I believe that pausing what one is doing and periodically evaluating if this pursuit is the right direction for him or her – is a healthy process. Doing so can help you acknowledge your accomplishments and think of where you’re heading. And I’m glad I have the opportunity to do it in the following post.
The Journey
I was wondering how to summarize my past year: A list of resources? a story? a listicle? I decided to go with more of an item-list somewhat chronologically ordered that I believe captures my experience. Of course like a lot of many other things in life, the timeline discussed isn’t completely rigid as some items I did concurrently or jumped back and forth.
1. Hearing about R
I first heard of R when it was used in a hierarchical linear models workshop I attended. The workshop focused more on the statistics part of the analysis so we didn’t go in depth into the code. Subsequently I heard about R twice – Once from a friend studying Psychology, Yarden Ashur, and from my sister, Maayan Levinson, a statistician with the CBS. I’ll admit it took me some time to pick it up, but eventually I did.
2. First learning steps
My friend from Psychology also told me there’s a recorded R course for psychology available on moodle (A platform for online course information) I could use freely. The course was led by Yoav Kessler and proved to be a fantastic introduction. I followed along with the course and did the different assignments until we reached ggplot, a library for plotting in R.

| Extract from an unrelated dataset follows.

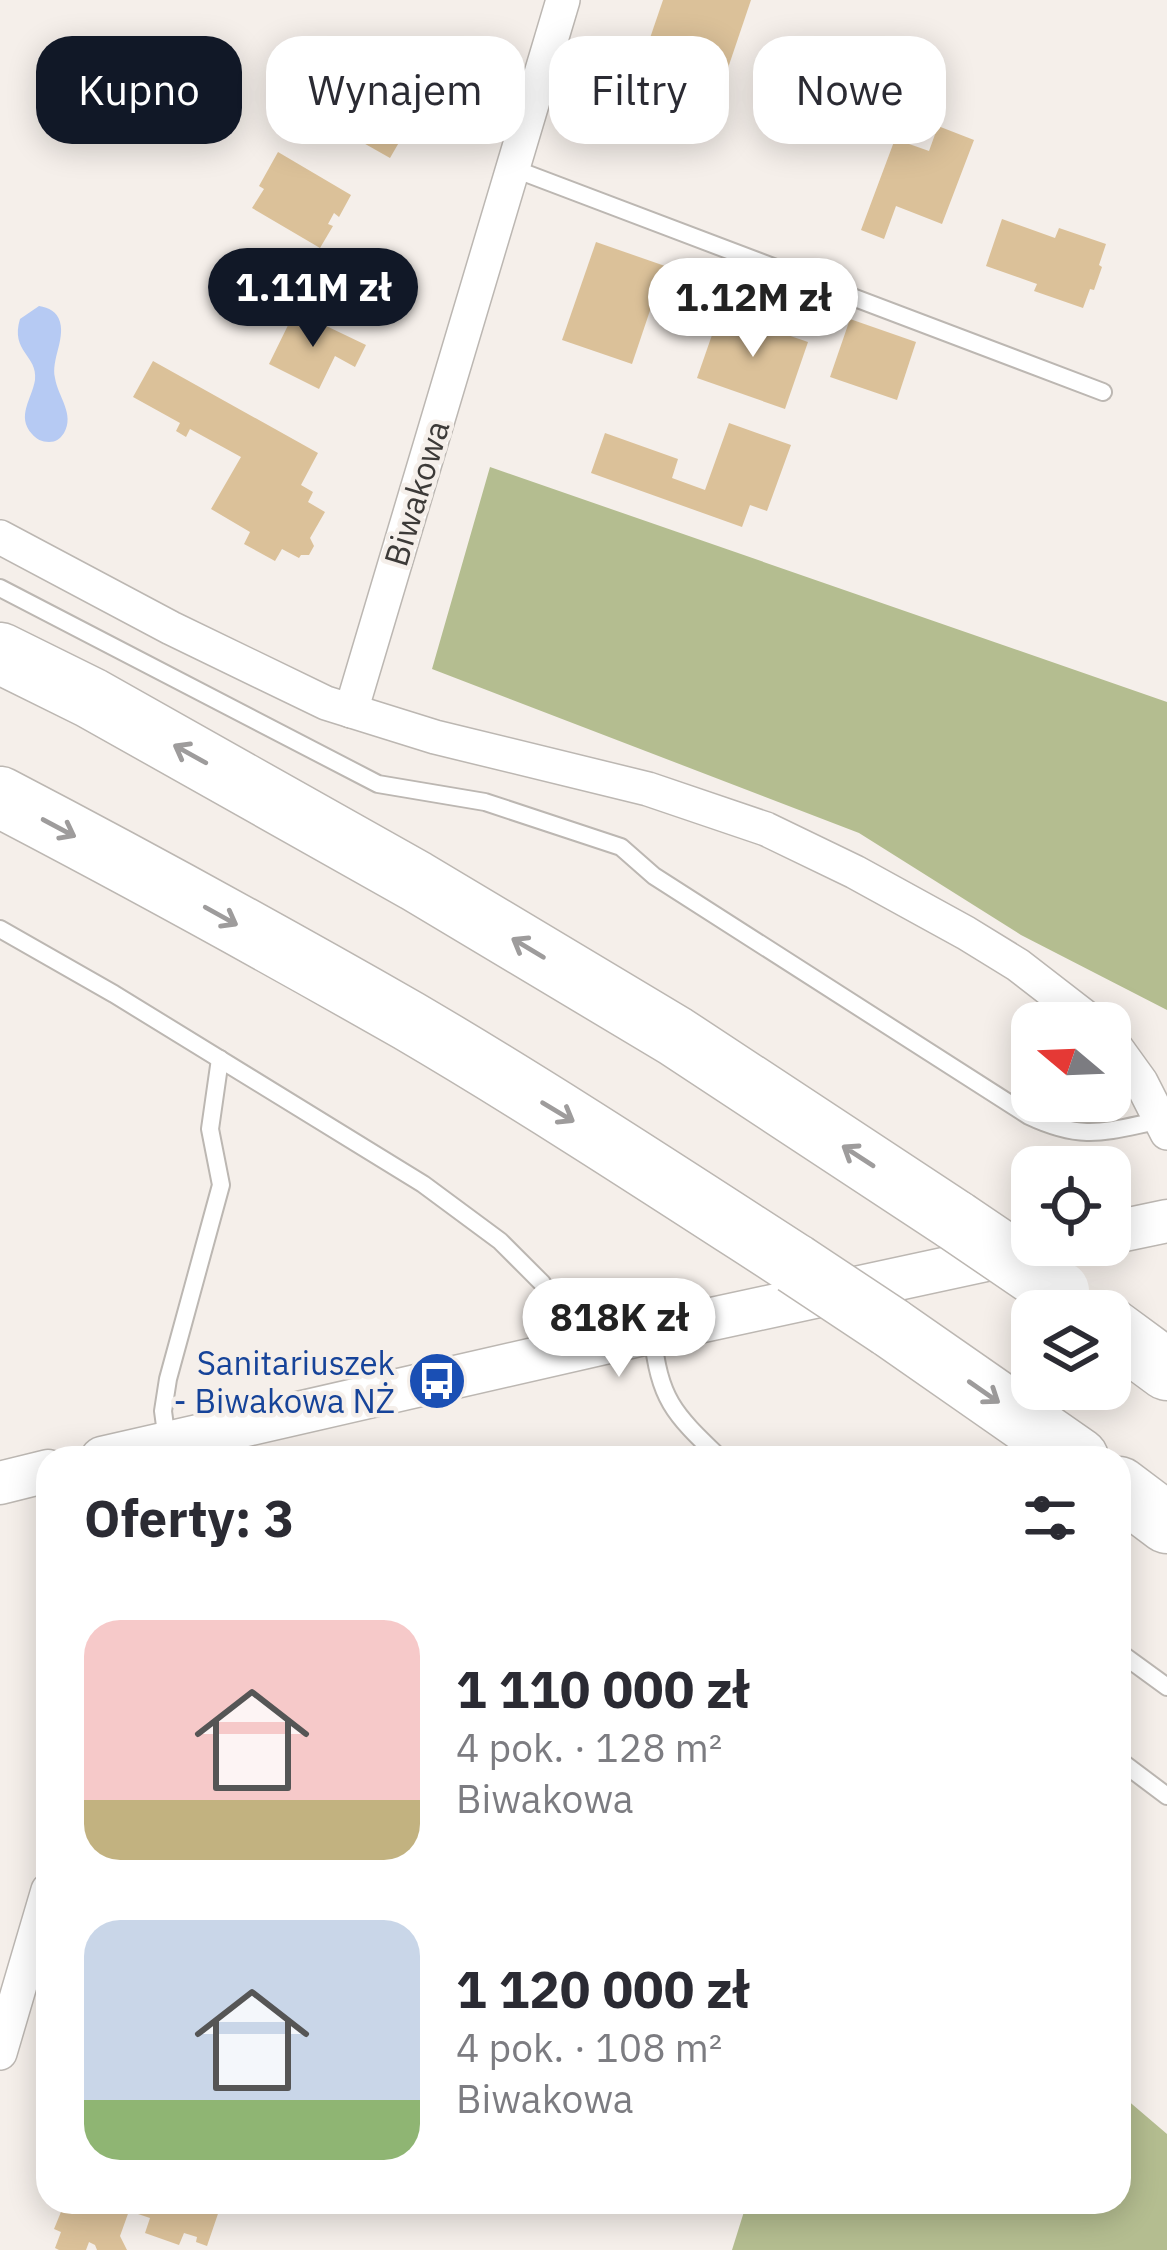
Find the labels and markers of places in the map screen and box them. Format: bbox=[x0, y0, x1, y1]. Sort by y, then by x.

3. Joining the TidyTuesday community
By the time we reached ggplot in the psychology course I was already somewhat familiar with Twitter where the #Tidytuesday mostly takes place. #Tidytuesday is an amazing project where every week a new dataset is published for the #rstats community to analyze, visualize and post their results on Twitter. My excitement and motivation to participate were extremely high: So many professional and experienced R-users working on the same dataset, conjuring amazing visualizations and posting their code for others to explore (and all this for free)?! I was blown away. So I followed along on Twitter for a week or two until I said OK, let’s give it a try.
It was week 38 in 2019 and we were working on visualizing national parks. I wasn’t really sure what to do, so I did a minimal exploration of the data and noticed an interesting increase of visitors in national parks across years, which seemed intuitive and perfect for a first visualization. Following the basic area-graph I made I remembered a visualization a week earlier from Ariane Aumaitre using roller-coaster icons in her graph. Knowing nothing on how to integrate icons, I adapted her code into my visualization to create a nice scenery for the mountain the data displayed (see tweet below). I was pretty satisfied at the time and the feedback from the #rstats community was incredible – I was hooked on the project.
My first attempt at plotting in #rstats ?
— Amit Levinson (@Amit_Levinson) September 18, 2019
took the #tidytuesday opportunity to get some practice and plot the average number of visitors at national parks per year.
icon inspiration from @ariamsita, thanks! pic.twitter.com/sLGUkRl80f
I believe the project was a fantastic introduction to continuously analyzing and visualizing data in R. Participating in the project provides a safe, motivating and rich setting to practice and learn R. Additionally, I didn’t have anything that ‘forced’ me to learn R, so knowing that every week I had a new data set to analyze and visualize along with others provided me with a sense of routine and commitment.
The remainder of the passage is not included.